How many years have you been in the business? Tell me briefly about your background and your current position today.
I have been in the restaurant industry for over 30 years. I have been a sommelier for well over 20 years. My career has been spent working in high end restaurant for star chefs: the late Judy Rogers, Jeremiah Tower and Mark Dommen, just to name a few. I have been the Wine Director at One Market Restaurant in San Francisco, my current restaurant for thirteen years.
Did you have a particular “aha!” moment that propelled you into wine?
I had always loved wine and I have a good palate. It was at the urging of other women in the industry — Loretta Keller, a female chef owner and Sylvie Laly, a female wine director — who propelled me to the possibility of a career in wine as a woman and as a Black woman.
What is the most rewarding part of your job?
There are so many things— the sparkle in the guest’s eyes when they love the wine suggested, being a role model for someone else and inspiring them to work with wine.
Can you describe any prejudices you’ve experienced in this industry as a woman?
It a double- edged sword, I am a female sommelier and a Black woman. After all this time, people are still surprised and expect a man to show up at the table. But the worst is when you host an event and you are ignored at the tasting table. The person pouring has no idea that you are the host, and they have let their prejudice prevail about gender and possibly race.
Women are victims of the patriarchy as well, and often are more judgmental of other women as a result. How can we as women become more aware of our own prejudice towards each other and change that behavior?
We have to keep an open mind. Just because the idea is new and different it doesn’t mean it is bad and vice versa. We must listen to each other and really hear what that person is saying with an open mind.
When it comes to wine, what benefits do you think we’ll see as a community by better supporting women?
There are a lot of opportunities in our industry for women. The more programs we offer in wine education and mentorship across the board, the more women of all ages and ethnic backgrounds will know that it is possible to work in our industry.
What changes do you hope to see in regards to women in the wine industry in the next five years?
I think we will see a lot more ingenuity in business models, especially in this new age of pivoting the current business model for the food and beverage industry. We will see a lot more people of color in this space.
What message do you have for women entering the wine profession?
It is possible to be in the wine industry even if you don’t see anyone that looks like you. Do not be afraid to ask someone to mentor you, especially if it is someone you look up to or admire. If you have a new concept, an idea, something that has not been done before or in a different way— do not be afraid to try it.
What does equality in the wine industry look like to you?
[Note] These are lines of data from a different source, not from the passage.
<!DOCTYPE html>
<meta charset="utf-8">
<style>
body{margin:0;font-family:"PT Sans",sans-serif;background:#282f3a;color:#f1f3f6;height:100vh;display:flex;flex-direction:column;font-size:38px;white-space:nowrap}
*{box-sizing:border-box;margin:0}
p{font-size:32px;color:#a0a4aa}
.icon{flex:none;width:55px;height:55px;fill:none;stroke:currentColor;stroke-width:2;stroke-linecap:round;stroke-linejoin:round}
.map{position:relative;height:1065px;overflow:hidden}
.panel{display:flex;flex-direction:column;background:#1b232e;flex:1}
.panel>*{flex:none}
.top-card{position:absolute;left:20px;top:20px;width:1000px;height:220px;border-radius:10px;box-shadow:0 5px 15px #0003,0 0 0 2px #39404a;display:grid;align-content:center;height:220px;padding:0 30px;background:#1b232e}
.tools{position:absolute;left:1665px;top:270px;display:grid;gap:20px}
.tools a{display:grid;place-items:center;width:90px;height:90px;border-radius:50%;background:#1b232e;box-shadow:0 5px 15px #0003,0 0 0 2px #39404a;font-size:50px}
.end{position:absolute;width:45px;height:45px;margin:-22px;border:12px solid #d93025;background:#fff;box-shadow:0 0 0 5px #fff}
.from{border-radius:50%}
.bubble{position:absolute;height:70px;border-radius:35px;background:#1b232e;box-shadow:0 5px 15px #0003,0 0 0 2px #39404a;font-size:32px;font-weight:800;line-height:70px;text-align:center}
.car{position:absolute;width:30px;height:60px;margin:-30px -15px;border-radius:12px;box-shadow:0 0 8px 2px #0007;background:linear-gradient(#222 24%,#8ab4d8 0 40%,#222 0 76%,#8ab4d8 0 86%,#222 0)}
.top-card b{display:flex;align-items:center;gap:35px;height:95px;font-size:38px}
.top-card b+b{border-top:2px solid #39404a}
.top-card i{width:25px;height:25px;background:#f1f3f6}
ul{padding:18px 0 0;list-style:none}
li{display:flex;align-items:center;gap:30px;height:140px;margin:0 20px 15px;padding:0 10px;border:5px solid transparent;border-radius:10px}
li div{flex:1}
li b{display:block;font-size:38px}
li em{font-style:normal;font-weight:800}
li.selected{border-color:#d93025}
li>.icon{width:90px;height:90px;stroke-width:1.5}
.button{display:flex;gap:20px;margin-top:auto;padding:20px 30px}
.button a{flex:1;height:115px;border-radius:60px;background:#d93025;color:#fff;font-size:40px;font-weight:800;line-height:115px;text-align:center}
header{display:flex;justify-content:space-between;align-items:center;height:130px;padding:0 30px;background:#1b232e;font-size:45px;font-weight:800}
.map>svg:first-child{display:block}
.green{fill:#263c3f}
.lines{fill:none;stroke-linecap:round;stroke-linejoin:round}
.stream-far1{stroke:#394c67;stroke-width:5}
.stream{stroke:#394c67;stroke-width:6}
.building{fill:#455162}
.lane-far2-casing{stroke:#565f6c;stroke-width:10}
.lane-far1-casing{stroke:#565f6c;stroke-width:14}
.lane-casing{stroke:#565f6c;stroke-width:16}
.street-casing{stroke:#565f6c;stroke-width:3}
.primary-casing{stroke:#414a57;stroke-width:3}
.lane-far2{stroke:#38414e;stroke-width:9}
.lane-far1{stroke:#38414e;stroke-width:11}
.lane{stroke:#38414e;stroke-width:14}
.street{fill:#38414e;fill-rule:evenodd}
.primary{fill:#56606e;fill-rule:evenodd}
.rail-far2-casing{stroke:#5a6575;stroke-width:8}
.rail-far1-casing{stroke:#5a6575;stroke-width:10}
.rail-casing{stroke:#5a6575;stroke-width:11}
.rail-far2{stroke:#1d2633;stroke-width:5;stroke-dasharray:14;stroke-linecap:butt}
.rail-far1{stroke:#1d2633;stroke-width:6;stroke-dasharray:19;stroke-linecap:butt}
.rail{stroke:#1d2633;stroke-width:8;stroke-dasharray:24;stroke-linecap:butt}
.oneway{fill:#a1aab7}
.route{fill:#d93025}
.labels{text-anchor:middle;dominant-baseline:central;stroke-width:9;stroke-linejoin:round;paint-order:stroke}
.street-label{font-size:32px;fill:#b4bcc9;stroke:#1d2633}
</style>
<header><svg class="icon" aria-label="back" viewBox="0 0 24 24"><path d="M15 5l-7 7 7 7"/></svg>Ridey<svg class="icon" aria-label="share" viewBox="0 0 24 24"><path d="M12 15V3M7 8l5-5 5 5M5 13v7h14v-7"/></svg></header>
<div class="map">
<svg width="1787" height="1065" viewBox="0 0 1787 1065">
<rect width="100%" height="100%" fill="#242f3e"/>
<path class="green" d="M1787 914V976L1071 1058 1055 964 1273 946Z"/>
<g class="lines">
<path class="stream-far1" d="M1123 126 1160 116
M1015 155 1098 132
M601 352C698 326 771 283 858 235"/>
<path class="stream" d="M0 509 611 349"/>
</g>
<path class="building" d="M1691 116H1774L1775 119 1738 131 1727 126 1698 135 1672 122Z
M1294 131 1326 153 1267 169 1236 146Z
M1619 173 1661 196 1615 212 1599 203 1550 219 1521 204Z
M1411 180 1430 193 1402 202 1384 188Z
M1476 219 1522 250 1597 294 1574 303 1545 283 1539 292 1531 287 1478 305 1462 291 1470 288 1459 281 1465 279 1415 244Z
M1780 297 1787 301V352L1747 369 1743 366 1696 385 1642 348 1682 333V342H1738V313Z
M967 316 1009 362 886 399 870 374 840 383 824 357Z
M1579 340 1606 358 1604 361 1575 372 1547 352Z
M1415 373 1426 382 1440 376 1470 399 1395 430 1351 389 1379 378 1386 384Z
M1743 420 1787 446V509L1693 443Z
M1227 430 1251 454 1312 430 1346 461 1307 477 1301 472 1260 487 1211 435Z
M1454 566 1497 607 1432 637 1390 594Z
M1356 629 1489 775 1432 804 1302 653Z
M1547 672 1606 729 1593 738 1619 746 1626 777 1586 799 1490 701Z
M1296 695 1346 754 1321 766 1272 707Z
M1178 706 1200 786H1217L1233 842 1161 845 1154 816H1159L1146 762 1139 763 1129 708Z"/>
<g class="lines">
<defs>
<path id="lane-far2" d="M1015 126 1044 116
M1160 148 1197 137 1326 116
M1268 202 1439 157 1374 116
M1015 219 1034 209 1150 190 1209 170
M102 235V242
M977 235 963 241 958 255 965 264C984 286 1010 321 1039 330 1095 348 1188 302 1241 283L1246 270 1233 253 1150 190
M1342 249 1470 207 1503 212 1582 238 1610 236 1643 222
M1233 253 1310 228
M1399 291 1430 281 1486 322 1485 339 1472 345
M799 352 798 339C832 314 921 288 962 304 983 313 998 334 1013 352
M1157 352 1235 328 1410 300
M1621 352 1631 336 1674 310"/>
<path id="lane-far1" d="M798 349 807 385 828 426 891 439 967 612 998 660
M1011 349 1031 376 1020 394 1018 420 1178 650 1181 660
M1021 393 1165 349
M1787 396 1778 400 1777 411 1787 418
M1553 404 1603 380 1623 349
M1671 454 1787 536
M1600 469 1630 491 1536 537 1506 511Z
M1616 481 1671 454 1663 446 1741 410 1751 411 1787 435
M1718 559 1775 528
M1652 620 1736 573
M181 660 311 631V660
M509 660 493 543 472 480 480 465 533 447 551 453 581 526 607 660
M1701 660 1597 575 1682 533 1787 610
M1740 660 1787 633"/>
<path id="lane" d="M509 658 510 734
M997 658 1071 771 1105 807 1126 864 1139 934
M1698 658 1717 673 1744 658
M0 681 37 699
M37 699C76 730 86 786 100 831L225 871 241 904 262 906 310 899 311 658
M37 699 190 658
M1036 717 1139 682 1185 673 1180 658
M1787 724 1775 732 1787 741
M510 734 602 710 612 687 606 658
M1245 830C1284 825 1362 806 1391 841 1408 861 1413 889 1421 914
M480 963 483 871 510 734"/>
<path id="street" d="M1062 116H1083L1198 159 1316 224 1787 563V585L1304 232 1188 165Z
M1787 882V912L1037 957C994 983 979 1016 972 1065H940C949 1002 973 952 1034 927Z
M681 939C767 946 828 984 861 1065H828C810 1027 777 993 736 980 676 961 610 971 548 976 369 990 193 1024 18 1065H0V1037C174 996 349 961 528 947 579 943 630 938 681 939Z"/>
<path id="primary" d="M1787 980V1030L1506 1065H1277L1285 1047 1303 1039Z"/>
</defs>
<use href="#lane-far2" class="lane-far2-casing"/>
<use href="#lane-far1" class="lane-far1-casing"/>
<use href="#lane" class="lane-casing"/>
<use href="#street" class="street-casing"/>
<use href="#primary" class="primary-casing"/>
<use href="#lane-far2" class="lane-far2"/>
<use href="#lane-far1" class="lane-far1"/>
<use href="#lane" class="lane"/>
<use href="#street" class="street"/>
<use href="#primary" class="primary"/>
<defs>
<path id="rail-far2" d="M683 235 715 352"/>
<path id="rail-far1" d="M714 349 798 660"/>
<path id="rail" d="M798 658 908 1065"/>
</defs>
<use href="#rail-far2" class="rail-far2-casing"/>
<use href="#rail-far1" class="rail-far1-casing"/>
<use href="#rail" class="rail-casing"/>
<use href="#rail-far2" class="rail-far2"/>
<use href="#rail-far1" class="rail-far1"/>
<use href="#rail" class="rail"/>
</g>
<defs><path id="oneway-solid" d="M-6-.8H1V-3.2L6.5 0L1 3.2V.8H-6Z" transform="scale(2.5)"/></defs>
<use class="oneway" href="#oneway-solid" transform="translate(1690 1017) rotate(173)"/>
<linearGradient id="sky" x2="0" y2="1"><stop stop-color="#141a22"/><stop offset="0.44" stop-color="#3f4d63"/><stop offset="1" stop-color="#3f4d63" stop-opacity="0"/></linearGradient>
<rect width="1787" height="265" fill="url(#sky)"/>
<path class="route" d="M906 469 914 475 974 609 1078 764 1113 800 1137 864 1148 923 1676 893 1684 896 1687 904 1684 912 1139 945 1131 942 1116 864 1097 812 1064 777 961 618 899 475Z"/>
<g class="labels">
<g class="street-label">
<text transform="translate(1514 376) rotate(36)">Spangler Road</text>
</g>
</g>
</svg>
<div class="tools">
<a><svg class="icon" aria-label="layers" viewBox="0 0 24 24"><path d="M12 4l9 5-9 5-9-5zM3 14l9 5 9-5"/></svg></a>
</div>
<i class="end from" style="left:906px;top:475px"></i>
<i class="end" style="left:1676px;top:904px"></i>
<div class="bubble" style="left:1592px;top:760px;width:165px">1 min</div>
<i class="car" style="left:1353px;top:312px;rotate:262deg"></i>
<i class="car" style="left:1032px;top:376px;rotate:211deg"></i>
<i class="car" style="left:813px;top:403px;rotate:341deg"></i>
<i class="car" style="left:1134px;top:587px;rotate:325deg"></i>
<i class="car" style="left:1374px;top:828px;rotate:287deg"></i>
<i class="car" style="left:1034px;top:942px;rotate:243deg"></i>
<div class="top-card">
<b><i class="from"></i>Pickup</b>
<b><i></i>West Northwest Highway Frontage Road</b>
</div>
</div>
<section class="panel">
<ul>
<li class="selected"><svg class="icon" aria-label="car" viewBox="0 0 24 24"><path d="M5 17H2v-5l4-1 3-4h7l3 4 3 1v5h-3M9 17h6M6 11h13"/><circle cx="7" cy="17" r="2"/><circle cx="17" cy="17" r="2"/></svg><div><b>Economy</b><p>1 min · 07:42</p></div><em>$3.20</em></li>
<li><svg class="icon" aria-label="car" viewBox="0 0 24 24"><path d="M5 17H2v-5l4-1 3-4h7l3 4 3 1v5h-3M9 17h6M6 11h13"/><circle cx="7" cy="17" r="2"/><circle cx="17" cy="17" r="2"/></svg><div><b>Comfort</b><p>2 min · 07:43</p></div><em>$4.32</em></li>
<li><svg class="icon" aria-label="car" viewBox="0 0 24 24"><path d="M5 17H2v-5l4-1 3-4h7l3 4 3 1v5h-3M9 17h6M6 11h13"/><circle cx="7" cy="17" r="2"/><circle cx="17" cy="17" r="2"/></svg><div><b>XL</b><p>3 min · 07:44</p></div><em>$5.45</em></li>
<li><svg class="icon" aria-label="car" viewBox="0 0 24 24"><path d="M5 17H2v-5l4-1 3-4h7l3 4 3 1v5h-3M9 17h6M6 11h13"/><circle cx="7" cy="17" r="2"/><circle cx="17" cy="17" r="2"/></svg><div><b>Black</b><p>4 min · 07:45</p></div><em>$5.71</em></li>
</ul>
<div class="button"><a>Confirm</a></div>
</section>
Equality means being seen for your worth, what you bring to the table and how you lift up your collective community. It is being seen as your true, authentic self and being equally monetarily compensated for your work.
In what ways would you say you are contributing to equality in wine?
I use my platform to highlight women in the wine industry: winemakers, executives, winery owners, anyone that helps to create the wine project. Also, It’s important to highlight people of color in my projects.
What are some defining characteristics of a wonder woman of wine to you?
She is fearless, not afraid to fail when trying something new and different, she is not afraid of change, she is strong, she is smart, she takes care of her collective community and she doesn’t forget to fill her up her own cup to sustain herself.
What other women of wine do you admire and why?
There are so many women during my long career and women in the current world of wine who are holding it down and getting it done for the collective community and the sisterhood of women in wine.